A federal appeals court panel ruled on Friday that arresting homeless people for sleeping, sitting or lying on sidewalks and other public property when other shelter is not available was cruel and unusual punishment.
The 2-1 ruling, by the US 9th Circuit Court of Appeals, in San Francisco, essentially invalidated a 37-year-old Los Angeles ordinance that the police have used to clear homeless people off the streets.
Legal experts said the case, which they believed to be the first involving the rights of homeless people in public spaces to reach the federal appellate level, would be closely followed by other cities facing the same problems.
The Los Angeles ordinance had gone largely unenforced until recent years, when the police began cracking down on illicit behavior in the Skid Row area of downtown, which has one of the largest concentrations of homeless people in the country.
The ordinance states that "no person shall sit, lie or sleep in or upon any street, sidewalk or public way" under threat of a US$1,000 fine and possible jail term of up to six months.
restrictive
The court of appeals, in striking down the convictions of six people charged under the ordinance, called it "one of the most restrictive municipal laws regulating public spaces in the United States" and cited the example of other cities, such as Portland, Oregon, Tucson, Arizona, and Las Vegas, Nevada, that have enacted similar ordinances but limited enforcement to certain times of day or designated places.
The Eighth Amendment, which bars cruel and unusual punishment, prohibits Los Angeles "from punishing involuntary sitting, lying, or sleeping on public sidewalks that is an unavoidable consequence of being human and homeless without shelter," Judge Kim McLane Wardlaw wrote.
The Los Angeles police, in response to the ruling, released a statement that said: "The condition of being homeless in and of itself is not a crime and should not be treated as such. But the criminal element that preys upon the homeless and mentally ill will be targeted, arrested and prosecuted to the fullest extent of the law."
It added, "The department will continue to work with the city's political leadership and the courts to find solutions to help keep the homeless safe and off the streets."
A spokeswoman for the city attorney's office, Contessa Mankiewicz, said, "We are disappointed, and we are reviewing our options."
appeal
If the city chooses to appeal, it could seek a review of the decision by the full court or pursue a direct appeal to the Supreme Court.
The police in Los Angeles, which has been wrestling with how to reduce a homeless population that by some counts is the largest in the country, have used the ordinance in an effort to clean up Skid Row, a 50-block area east of downtown that has long been home to the down and out.
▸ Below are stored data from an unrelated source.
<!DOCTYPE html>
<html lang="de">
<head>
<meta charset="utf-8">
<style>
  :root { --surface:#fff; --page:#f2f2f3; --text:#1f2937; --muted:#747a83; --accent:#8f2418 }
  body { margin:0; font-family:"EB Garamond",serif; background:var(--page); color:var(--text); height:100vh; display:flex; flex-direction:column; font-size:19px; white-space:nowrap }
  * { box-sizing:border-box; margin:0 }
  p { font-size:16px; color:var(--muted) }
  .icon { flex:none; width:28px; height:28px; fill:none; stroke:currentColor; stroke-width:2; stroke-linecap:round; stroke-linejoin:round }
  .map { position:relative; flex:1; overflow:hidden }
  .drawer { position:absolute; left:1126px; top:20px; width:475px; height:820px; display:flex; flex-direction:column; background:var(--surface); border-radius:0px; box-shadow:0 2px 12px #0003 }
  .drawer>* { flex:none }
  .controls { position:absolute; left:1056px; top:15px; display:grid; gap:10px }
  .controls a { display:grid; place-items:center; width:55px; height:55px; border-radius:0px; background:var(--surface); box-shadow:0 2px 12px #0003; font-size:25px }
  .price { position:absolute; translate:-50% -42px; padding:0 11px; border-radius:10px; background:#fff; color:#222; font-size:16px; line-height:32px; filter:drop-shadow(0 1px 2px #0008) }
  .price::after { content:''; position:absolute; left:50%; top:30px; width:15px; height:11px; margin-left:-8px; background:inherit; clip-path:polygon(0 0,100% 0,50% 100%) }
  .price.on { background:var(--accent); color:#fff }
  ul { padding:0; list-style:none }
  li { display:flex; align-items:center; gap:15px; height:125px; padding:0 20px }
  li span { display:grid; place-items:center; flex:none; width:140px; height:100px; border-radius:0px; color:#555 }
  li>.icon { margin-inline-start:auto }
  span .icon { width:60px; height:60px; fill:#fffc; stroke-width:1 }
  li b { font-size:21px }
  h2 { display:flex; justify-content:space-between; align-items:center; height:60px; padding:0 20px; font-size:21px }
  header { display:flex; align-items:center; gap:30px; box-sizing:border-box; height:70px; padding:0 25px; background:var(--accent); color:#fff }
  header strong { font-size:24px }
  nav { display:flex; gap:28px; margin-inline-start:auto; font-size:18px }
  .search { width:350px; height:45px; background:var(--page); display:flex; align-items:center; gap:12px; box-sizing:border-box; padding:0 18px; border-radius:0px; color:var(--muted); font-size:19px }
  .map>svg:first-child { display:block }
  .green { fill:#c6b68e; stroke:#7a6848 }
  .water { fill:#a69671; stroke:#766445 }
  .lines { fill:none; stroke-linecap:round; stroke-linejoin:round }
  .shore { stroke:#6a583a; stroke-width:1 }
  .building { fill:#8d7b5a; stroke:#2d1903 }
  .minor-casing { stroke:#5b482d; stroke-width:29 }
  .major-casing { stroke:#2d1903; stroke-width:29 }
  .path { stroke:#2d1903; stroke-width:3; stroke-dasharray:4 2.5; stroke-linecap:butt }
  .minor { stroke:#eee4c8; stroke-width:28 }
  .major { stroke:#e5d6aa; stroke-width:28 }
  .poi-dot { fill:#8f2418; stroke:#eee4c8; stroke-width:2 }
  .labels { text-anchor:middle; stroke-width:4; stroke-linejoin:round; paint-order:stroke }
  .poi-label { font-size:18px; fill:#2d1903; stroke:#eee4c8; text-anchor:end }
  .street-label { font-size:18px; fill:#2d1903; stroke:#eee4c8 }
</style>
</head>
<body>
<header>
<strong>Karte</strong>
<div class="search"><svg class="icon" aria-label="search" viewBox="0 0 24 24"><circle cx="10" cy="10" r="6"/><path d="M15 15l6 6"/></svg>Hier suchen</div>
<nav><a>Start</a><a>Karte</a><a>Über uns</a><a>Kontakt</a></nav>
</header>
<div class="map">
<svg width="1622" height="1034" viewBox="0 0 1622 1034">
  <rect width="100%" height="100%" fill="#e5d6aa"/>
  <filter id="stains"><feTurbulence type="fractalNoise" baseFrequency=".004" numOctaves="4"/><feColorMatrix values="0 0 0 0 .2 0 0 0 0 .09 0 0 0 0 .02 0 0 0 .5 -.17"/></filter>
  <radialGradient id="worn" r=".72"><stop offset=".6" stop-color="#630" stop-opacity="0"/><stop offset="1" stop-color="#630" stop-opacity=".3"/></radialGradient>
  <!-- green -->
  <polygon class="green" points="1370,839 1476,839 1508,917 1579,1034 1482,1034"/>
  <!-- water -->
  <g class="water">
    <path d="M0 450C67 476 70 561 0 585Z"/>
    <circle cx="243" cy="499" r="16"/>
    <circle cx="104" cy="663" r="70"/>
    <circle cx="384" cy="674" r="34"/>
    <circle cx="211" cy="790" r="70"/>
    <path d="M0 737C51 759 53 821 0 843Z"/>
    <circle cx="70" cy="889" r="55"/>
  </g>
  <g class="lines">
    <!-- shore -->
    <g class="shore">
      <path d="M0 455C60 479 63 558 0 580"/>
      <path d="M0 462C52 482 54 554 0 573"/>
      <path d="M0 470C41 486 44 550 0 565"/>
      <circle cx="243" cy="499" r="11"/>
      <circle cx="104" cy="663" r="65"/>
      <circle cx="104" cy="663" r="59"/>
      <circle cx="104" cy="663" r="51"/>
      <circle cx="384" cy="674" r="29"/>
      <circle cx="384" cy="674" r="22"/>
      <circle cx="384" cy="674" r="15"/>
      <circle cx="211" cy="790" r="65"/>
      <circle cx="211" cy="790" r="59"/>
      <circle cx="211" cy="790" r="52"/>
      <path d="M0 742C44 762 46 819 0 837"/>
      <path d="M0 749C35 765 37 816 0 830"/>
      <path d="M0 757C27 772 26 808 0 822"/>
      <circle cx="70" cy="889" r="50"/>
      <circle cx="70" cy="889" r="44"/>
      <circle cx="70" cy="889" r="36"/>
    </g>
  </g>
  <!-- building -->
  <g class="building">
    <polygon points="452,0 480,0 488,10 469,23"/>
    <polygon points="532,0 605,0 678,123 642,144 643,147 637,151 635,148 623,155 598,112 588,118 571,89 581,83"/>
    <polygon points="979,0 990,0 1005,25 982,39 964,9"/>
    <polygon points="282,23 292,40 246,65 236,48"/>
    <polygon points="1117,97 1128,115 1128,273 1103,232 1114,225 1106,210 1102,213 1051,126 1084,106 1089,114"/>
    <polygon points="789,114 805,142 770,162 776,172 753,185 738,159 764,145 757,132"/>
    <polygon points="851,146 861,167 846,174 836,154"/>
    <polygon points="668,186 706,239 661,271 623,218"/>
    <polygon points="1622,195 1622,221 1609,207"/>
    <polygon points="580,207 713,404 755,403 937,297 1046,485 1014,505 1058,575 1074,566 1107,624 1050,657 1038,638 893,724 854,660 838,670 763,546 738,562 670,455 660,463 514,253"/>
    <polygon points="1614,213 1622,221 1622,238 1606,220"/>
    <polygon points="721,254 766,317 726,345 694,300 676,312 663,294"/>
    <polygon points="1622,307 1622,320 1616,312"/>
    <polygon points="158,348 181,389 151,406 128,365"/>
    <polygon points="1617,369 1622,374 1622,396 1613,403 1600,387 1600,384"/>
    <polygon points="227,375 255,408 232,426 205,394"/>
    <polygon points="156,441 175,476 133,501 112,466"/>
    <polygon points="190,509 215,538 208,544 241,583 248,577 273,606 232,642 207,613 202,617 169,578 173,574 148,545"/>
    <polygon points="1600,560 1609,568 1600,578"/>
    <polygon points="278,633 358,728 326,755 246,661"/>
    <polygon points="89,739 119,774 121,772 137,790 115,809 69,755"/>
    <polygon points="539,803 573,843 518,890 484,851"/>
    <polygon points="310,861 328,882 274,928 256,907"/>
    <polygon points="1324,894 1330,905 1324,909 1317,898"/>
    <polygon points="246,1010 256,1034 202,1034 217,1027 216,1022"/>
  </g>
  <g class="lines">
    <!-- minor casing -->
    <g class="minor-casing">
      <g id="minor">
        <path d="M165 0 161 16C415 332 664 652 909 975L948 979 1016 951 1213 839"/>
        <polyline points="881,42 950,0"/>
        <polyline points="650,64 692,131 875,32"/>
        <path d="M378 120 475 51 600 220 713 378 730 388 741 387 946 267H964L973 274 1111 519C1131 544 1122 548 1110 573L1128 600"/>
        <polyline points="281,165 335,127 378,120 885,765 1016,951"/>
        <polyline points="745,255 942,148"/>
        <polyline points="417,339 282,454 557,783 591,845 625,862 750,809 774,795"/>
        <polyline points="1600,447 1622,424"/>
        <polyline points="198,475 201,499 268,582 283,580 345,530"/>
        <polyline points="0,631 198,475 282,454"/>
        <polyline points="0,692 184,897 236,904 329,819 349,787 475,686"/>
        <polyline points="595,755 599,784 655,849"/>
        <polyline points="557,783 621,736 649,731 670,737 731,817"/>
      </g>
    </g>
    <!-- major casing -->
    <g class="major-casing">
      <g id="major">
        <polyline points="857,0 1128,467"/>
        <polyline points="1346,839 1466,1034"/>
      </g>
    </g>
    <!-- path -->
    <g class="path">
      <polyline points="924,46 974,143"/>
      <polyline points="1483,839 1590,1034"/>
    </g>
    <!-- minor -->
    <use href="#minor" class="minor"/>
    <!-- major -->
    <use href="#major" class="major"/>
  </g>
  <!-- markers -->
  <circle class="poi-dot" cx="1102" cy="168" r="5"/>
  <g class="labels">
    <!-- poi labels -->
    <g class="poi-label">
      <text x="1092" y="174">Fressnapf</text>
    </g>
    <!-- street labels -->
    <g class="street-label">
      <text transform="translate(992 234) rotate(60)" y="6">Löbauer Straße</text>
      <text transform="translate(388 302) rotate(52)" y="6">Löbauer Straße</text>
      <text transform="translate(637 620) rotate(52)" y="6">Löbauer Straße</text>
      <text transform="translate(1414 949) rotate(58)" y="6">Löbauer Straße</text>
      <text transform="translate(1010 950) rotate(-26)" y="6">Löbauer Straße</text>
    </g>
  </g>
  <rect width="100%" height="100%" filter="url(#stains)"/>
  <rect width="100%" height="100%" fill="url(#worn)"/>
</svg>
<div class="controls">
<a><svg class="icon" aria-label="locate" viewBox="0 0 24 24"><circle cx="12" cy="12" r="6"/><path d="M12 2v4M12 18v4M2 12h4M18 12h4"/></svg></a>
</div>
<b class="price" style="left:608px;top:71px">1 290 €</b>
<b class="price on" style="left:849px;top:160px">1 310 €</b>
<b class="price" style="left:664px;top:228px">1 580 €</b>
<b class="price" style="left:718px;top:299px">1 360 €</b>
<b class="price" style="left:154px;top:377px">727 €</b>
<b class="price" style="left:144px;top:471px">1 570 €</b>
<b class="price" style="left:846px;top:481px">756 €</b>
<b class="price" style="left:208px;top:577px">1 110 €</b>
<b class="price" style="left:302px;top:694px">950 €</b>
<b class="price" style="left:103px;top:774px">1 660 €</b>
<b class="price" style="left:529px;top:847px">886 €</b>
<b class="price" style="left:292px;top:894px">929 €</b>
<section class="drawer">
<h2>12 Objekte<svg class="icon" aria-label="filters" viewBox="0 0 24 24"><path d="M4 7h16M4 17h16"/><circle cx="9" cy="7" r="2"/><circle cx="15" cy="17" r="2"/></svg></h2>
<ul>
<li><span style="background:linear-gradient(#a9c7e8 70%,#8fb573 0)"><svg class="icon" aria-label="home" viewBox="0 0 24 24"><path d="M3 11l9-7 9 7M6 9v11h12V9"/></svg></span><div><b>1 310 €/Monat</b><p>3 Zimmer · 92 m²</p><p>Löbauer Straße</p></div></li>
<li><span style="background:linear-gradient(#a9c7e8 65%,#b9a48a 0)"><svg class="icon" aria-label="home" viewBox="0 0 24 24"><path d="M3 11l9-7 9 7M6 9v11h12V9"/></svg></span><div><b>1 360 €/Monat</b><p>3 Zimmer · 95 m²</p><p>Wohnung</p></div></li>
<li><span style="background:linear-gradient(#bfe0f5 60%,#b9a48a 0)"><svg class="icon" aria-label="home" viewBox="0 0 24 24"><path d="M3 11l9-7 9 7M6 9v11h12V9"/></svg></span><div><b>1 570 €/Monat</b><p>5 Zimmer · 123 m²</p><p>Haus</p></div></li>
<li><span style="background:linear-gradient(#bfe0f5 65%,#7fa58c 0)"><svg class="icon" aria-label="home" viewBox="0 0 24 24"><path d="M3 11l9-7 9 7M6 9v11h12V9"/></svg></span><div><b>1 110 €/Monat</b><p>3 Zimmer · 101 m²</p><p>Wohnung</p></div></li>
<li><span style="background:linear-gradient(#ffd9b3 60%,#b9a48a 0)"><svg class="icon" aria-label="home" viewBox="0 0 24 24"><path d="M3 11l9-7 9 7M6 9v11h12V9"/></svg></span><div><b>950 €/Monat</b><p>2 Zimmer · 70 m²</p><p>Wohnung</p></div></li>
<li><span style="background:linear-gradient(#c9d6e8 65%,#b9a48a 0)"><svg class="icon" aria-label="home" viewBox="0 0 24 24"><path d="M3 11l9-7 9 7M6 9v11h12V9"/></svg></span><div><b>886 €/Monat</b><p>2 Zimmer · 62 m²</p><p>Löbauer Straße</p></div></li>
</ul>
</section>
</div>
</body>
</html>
There, some 10,000 to 12,000 homeless people live near new condominiums and apartment buildings that have arisen in an explosion of gentrification.
limited shelter
The ruling said there was shelter for 9,000 to 10,000 homeless people in that area, leaving about 1,000 people or more without a roof over their heads.
"So long as there are a greater number of homeless individuals in Los Angeles than the number of available beds, the city may not enforce" the ordinance, the judges said.
The case was filed in February 2003 by the American Civil Liberties Union of Southern California and the National Lawyers Guild on behalf of six homeless people who had been ticketed in Skid Row and in some cases jailed briefly or ordered to pay fines.
The appeals court's ruling on Friday overturns a district court ruling in favor of the city.